[Exercise details] Repeat exactly the lines of the listing below, please, starting with the first and ending with the line containing "height:196px; padding:14px 28px"; leave out the rest.

--- START ---

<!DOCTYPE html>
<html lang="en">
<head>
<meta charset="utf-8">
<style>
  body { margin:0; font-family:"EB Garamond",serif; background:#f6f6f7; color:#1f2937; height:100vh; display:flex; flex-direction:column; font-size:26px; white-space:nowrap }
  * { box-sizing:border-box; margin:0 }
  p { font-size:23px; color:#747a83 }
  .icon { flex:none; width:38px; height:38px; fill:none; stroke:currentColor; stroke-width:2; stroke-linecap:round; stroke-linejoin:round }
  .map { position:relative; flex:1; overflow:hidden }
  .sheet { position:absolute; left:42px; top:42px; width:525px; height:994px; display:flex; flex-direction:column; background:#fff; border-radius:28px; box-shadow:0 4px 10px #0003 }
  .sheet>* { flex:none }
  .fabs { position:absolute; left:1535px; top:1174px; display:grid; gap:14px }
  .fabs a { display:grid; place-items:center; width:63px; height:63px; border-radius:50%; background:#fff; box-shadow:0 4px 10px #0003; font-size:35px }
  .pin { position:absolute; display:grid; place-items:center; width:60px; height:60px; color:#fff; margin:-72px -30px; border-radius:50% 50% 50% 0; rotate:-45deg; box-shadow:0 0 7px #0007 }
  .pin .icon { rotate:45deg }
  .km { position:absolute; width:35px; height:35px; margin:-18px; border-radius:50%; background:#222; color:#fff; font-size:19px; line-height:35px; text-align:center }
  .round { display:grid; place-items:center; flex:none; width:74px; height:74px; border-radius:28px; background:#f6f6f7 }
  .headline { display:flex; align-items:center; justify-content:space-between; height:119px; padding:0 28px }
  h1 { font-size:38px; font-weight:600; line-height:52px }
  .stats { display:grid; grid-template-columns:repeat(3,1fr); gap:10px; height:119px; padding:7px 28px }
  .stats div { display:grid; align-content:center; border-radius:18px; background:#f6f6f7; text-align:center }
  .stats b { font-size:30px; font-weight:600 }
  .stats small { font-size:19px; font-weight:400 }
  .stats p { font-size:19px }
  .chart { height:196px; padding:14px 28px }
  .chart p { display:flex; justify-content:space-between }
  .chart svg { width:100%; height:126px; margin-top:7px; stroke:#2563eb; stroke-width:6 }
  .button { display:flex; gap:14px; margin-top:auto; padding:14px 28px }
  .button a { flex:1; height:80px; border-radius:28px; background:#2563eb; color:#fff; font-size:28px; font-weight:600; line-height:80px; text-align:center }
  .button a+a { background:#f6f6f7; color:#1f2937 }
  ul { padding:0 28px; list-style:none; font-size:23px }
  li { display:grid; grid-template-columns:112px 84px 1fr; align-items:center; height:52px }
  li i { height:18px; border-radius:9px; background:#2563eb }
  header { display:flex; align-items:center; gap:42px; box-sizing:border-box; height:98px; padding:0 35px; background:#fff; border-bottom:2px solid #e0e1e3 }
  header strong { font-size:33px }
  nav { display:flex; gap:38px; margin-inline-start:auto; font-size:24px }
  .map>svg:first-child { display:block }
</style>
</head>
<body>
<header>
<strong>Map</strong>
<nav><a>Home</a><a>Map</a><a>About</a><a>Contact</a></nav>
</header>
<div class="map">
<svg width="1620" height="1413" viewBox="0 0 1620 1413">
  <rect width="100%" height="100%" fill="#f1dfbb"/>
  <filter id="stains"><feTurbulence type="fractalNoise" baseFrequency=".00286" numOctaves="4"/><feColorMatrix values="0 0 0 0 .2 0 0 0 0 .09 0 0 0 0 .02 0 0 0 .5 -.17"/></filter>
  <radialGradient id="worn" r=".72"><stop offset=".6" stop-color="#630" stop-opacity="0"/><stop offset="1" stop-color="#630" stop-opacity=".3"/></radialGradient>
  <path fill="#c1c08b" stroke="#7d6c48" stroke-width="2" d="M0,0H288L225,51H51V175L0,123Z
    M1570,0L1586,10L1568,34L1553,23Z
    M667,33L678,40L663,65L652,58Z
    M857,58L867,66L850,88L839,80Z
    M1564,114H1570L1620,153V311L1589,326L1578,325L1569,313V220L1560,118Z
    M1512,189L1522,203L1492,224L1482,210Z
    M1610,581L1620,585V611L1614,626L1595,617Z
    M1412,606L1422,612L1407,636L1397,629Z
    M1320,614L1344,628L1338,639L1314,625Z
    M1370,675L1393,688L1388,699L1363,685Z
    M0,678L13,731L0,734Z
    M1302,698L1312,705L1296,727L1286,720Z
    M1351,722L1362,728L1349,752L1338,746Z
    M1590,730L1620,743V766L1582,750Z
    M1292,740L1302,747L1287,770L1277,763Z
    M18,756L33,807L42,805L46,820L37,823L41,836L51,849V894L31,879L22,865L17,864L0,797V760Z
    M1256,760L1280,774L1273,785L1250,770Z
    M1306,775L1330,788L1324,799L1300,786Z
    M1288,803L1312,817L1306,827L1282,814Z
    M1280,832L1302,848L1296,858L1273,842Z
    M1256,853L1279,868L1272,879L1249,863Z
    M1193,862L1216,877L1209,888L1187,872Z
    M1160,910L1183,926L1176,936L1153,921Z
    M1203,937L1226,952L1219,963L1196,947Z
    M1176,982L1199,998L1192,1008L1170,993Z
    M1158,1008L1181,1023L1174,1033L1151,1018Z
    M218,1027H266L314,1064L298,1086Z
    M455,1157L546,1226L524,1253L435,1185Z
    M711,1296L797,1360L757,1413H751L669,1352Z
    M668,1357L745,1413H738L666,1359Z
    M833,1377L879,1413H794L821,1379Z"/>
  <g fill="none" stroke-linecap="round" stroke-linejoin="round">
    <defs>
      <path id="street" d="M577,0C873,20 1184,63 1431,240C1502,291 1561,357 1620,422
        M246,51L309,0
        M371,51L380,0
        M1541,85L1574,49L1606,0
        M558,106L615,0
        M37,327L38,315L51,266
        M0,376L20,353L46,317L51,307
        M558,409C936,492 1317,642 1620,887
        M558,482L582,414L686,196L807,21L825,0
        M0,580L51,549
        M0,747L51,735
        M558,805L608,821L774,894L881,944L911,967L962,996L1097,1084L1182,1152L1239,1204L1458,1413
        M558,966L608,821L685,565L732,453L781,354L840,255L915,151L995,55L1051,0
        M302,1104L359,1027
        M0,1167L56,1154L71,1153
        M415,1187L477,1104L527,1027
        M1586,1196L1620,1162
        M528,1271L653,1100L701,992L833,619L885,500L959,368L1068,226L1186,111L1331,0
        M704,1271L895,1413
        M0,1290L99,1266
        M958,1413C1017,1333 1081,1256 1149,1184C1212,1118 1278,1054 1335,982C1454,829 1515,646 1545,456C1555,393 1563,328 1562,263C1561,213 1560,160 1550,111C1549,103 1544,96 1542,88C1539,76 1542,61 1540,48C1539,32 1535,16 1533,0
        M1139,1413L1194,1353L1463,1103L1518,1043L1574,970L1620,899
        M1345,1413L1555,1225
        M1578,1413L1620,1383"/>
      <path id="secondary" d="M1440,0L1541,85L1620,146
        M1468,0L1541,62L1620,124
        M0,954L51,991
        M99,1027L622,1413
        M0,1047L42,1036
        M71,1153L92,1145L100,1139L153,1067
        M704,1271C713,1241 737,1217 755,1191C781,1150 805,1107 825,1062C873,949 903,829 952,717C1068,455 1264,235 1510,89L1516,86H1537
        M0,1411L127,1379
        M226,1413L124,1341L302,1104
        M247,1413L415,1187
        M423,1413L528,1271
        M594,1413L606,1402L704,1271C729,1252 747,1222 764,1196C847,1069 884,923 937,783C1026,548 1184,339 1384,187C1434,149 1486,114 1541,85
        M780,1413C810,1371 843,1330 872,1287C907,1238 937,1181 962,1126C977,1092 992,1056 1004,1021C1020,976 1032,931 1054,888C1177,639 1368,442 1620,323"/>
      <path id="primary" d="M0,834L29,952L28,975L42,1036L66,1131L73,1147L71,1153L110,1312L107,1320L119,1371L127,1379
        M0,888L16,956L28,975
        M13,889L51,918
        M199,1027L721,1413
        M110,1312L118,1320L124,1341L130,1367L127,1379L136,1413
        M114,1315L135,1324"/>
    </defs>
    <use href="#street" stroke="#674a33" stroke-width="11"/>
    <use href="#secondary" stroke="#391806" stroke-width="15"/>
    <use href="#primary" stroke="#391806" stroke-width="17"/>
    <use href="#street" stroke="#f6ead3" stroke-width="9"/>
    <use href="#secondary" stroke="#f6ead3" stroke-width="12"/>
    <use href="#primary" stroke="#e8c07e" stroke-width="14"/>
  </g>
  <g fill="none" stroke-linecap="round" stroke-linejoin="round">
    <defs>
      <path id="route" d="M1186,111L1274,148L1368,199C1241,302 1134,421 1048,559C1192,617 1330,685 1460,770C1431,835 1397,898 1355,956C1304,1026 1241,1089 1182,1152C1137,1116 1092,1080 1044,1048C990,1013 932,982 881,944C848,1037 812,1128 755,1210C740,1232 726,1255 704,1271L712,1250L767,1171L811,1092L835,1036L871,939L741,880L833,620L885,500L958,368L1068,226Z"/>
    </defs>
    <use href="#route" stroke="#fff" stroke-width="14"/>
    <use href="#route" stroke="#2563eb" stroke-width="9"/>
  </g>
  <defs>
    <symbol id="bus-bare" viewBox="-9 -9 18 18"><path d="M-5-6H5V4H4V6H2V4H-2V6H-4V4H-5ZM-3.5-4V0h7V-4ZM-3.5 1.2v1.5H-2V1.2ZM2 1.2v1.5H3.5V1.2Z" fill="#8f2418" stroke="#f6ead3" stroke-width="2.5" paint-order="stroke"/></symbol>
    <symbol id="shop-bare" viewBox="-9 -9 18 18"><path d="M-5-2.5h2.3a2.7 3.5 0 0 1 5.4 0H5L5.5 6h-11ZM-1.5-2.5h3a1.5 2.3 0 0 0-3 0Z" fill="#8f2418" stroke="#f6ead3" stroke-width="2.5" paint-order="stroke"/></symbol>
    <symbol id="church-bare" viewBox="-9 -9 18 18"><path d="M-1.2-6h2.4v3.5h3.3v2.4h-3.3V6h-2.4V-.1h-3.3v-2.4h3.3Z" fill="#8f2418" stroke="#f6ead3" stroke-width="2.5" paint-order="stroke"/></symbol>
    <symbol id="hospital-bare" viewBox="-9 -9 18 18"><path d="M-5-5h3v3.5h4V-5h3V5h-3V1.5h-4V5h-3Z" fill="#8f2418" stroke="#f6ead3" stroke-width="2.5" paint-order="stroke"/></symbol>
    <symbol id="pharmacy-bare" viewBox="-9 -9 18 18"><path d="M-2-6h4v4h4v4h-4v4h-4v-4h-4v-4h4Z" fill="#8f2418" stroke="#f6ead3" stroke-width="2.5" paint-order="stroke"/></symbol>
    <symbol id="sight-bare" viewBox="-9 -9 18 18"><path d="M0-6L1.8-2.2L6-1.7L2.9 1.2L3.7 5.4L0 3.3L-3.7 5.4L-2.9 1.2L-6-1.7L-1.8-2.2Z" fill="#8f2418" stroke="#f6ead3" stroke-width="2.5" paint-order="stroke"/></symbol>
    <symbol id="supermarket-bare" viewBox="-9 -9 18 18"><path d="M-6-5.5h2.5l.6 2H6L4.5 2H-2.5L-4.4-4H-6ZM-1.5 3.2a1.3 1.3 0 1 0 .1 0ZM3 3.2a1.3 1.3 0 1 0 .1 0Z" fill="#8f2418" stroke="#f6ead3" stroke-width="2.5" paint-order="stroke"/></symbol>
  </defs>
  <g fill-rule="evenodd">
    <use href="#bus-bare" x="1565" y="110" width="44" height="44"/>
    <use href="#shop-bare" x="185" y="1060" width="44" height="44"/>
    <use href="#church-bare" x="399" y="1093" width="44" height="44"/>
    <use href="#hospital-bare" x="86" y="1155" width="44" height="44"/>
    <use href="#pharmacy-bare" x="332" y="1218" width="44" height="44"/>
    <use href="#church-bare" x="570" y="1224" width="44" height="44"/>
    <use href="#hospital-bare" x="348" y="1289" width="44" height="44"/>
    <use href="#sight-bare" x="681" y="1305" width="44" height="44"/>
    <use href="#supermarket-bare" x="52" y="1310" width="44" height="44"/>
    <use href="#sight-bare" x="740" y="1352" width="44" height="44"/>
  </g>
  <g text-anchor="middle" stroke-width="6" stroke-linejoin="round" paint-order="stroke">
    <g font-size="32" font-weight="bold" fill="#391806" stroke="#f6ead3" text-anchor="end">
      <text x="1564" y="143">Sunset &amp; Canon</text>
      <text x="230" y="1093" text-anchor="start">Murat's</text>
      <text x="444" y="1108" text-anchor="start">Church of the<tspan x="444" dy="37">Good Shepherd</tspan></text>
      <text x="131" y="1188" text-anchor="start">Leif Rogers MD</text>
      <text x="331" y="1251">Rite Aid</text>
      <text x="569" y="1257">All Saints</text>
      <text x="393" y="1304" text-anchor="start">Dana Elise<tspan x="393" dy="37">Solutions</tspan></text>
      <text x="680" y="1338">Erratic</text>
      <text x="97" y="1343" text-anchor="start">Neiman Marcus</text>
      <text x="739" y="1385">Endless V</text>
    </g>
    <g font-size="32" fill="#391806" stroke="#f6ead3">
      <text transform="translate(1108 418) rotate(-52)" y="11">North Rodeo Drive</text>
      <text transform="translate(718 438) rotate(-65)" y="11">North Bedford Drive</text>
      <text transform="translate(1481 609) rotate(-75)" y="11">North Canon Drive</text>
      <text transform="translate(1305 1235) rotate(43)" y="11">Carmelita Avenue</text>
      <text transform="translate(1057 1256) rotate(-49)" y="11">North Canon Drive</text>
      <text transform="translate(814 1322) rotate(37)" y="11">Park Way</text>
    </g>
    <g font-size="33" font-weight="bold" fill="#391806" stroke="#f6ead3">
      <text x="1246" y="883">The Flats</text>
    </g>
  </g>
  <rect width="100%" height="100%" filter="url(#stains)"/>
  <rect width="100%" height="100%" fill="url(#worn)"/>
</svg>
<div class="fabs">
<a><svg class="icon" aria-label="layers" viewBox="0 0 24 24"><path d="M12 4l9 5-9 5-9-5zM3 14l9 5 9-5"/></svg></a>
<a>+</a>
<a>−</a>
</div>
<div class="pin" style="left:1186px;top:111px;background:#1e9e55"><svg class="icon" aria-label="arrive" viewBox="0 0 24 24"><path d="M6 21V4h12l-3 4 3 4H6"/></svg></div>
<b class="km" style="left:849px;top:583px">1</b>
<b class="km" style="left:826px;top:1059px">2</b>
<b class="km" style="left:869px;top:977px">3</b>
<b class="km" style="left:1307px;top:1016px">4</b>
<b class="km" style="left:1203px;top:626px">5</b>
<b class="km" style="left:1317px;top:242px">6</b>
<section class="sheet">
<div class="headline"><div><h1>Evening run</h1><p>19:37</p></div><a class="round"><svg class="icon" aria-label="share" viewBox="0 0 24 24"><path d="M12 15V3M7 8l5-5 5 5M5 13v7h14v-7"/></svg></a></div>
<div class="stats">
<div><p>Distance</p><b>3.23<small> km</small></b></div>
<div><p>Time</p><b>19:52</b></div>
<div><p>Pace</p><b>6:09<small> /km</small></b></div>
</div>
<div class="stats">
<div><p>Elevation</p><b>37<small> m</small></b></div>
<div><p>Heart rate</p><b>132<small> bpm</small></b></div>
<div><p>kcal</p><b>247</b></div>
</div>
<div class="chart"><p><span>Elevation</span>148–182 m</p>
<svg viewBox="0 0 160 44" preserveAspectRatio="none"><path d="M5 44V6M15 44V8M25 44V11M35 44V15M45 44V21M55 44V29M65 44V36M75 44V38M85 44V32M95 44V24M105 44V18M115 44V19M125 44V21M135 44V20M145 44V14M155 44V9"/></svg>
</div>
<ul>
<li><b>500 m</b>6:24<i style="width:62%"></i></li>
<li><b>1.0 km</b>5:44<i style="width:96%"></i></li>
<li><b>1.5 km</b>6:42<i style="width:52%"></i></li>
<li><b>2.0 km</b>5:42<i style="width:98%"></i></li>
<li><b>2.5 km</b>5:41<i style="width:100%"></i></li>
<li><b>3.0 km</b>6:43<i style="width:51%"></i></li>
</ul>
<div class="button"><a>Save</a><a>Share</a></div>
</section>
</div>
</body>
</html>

--- END ---

[Written answer]
<!DOCTYPE html>
<html lang="en">
<head>
<meta charset="utf-8">
<style>
  body { margin:0; font-family:"EB Garamond",serif; background:#f6f6f7; color:#1f2937; height:100vh; display:flex; flex-direction:column; font-size:26px; white-space:nowrap }
  * { box-sizing:border-box; margin:0 }
  p { font-size:23px; color:#747a83 }
  .icon { flex:none; width:38px; height:38px; fill:none; stroke:currentColor; stroke-width:2; stroke-linecap:round; stroke-linejoin:round }
  .map { position:relative; flex:1; overflow:hidden }
  .sheet { position:absolute; left:42px; top:42px; width:525px; height:994px; display:flex; flex-direction:column; background:#fff; border-radius:28px; box-shadow:0 4px 10px #0003 }
  .sheet>* { flex:none }
  .fabs { position:absolute; left:1535px; top:1174px; display:grid; gap:14px }
  .fabs a { display:grid; place-items:center; width:63px; height:63px; border-radius:50%; background:#fff; box-shadow:0 4px 10px #0003; font-size:35px }
  .pin { position:absolute; display:grid; place-items:center; width:60px; height:60px; color:#fff; margin:-72px -30px; border-radius:50% 50% 50% 0; rotate:-45deg; box-shadow:0 0 7px #0007 }
  .pin .icon { rotate:45deg }
  .km { position:absolute; width:35px; height:35px; margin:-18px; border-radius:50%; background:#222; color:#fff; font-size:19px; line-height:35px; text-align:center }
  .round { display:grid; place-items:center; flex:none; width:74px; height:74px; border-radius:28px; background:#f6f6f7 }
  .headline { display:flex; align-items:center; justify-content:space-between; height:119px; padding:0 28px }
  h1 { font-size:38px; font-weight:600; line-height:52px }
  .stats { display:grid; grid-template-columns:repeat(3,1fr); gap:10px; height:119px; padding:7px 28px }
  .stats div { display:grid; align-content:center; border-radius:18px; background:#f6f6f7; text-align:center }
  .stats b { font-size:30px; font-weight:600 }
  .stats small { font-size:19px; font-weight:400 }
  .stats p { font-size:19px }
  .chart { height:196px; padding:14px 28px }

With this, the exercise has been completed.